BACKGROUND ART In recent years, writing on video disks has been carried out using microfabrication techniques using large gas lasers.

Methods of writing information into a video disc using laser light include focusing the laser light into a minute light spot and injecting it into a photosensitive chemical material, or using heat from the light spot to write the information onto the recording surface. Some methods do this by changing the shape or reflectance of the material. In this case, a high precision of 0.1 micrometers (μm) may be required as the precision on the machined surface.

However, the direction and position of the optical axis of this large gas laser changes due to the influence of heat from the equipment in use and external vibrations, and despite the high precision required as mentioned above, However, there was a problem in that the position of the light spot was shifted on the recording surface.

In addition, since the large gas laser is incorporated as part of the optical system, when the large gas laser is adjusted, the other optical systems must be adjusted accordingly, making it extremely difficult to operate. Met.

〔Effect of the invention〕

According to the present invention, the direction and position of the optical axis of the laser beam emitted from the laser oscillator can be adjusted even if there is an influence of heat from the external environment, such as the influence of heat from various devices in use or vibration from the outside. Spots can be connected to predetermined positions without causing fluctuations.

Furthermore, even if the laser oscillator is adjusted, there is no need to adjust other optical systems accordingly.

[Purpose of the invention]

The present invention has been made in view of the above circumstances, and its purpose is to provide an optical path control device d that connects a spot to a predetermined position without being influenced by the external environment.

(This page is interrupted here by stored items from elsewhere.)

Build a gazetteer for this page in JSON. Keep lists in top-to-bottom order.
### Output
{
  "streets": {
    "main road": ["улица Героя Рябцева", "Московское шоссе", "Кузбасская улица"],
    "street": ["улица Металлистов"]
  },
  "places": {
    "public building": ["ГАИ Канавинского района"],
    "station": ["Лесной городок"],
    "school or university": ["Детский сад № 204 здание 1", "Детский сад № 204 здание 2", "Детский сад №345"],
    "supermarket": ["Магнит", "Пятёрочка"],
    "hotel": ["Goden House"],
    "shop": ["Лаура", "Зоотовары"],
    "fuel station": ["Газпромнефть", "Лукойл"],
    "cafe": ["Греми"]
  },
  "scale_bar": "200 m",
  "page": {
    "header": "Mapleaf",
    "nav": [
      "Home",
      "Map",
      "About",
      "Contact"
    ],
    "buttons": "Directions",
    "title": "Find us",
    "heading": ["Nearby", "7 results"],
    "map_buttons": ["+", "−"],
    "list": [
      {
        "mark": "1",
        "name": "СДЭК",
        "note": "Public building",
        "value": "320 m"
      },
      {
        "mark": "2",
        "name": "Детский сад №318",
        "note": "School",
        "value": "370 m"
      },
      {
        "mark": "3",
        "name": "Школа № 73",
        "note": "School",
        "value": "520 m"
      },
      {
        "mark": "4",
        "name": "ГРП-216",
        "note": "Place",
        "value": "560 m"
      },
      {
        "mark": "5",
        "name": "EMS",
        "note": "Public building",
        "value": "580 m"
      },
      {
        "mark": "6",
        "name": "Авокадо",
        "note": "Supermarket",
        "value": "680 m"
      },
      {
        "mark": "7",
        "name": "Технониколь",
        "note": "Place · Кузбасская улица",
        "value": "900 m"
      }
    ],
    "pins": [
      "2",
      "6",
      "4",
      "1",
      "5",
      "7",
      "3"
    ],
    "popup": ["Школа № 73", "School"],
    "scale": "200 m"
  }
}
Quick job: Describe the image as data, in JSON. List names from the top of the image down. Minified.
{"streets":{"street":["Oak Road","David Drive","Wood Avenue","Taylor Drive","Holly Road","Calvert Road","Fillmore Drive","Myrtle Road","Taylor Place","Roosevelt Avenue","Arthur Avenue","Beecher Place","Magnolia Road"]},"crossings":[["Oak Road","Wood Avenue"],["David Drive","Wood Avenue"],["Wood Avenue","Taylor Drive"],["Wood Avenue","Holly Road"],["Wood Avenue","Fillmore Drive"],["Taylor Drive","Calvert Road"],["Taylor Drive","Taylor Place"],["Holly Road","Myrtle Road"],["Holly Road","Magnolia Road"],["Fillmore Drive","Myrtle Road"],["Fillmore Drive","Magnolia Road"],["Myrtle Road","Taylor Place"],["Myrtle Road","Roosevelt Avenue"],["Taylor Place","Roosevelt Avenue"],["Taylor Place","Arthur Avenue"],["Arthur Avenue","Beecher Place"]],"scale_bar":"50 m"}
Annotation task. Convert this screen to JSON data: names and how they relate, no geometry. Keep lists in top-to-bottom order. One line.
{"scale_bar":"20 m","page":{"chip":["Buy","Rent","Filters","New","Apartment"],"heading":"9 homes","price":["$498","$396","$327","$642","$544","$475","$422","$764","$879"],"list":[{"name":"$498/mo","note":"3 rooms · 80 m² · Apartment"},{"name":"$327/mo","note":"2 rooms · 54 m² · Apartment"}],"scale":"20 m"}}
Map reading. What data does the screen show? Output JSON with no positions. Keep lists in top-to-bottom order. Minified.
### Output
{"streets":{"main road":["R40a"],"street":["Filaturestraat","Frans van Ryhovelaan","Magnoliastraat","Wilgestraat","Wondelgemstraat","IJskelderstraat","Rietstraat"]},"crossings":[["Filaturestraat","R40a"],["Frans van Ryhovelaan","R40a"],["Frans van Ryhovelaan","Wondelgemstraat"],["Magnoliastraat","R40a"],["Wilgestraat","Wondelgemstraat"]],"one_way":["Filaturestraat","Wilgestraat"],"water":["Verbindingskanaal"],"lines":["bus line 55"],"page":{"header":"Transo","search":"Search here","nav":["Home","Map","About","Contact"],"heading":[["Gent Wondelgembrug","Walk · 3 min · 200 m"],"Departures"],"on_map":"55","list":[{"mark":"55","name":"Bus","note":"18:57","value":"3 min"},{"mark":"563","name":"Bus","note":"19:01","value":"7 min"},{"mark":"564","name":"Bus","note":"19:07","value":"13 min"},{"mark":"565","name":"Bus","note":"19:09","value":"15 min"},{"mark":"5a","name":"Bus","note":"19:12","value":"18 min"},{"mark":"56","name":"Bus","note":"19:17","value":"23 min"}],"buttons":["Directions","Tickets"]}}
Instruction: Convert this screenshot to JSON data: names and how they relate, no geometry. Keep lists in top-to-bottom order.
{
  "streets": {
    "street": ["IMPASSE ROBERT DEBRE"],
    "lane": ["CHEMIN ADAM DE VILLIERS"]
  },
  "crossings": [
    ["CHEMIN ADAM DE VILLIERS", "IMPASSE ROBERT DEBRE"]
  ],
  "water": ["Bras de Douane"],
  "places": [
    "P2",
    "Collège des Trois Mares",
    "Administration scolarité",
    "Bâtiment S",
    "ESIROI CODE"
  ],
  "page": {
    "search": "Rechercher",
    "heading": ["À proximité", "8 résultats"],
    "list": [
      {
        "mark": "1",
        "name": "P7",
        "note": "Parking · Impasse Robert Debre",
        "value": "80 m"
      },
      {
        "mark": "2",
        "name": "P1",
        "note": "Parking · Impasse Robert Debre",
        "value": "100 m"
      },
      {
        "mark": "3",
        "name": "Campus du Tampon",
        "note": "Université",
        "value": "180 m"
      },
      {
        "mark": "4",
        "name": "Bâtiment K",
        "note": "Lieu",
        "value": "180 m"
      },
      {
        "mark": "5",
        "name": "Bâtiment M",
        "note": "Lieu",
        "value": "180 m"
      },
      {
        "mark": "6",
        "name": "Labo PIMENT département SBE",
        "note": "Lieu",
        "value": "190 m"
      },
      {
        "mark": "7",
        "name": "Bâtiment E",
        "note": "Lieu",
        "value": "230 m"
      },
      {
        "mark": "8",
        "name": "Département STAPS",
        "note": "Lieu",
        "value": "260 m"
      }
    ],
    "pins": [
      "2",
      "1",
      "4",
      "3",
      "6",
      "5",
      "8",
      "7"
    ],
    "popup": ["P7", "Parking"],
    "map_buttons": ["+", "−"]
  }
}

[Summary of the invention]

The present invention includes a first mirror that reflects light emitted from an optical oscillator in an arbitrary direction, a second mirror that reflects the light reflected by the first mirror in an arbitrary direction, and a second mirror that reflects the light reflected by the first mirror in an arbitrary direction.
a third mirror that reflects the light reflected by the mirror;
a light splitting element for extracting a part of the incident light or emitted light from the second mirror; and a first light splitting element for detecting the incident position of the light on the second mirror-h from the light extracted by the light splitting element. an optical position detector; and a first optical position detector that rotationally controls the first mirror so that light is incident on a predetermined position on the second mirror in response to a position signal from the first optical position detector.
a light splitting element for extracting a part of the incident light or output light to the third mirror; and a control means for controlling the incidence of the light on the third mirror by 0c than the reflected light extracted by the light splitting element. a second optical position detector for detecting a position;
and second control means for controlling the rotation of the second mirror so that light is incident on a predetermined position on the third mirror in response to a position signal from an optical position detector. An optical path control device is provided.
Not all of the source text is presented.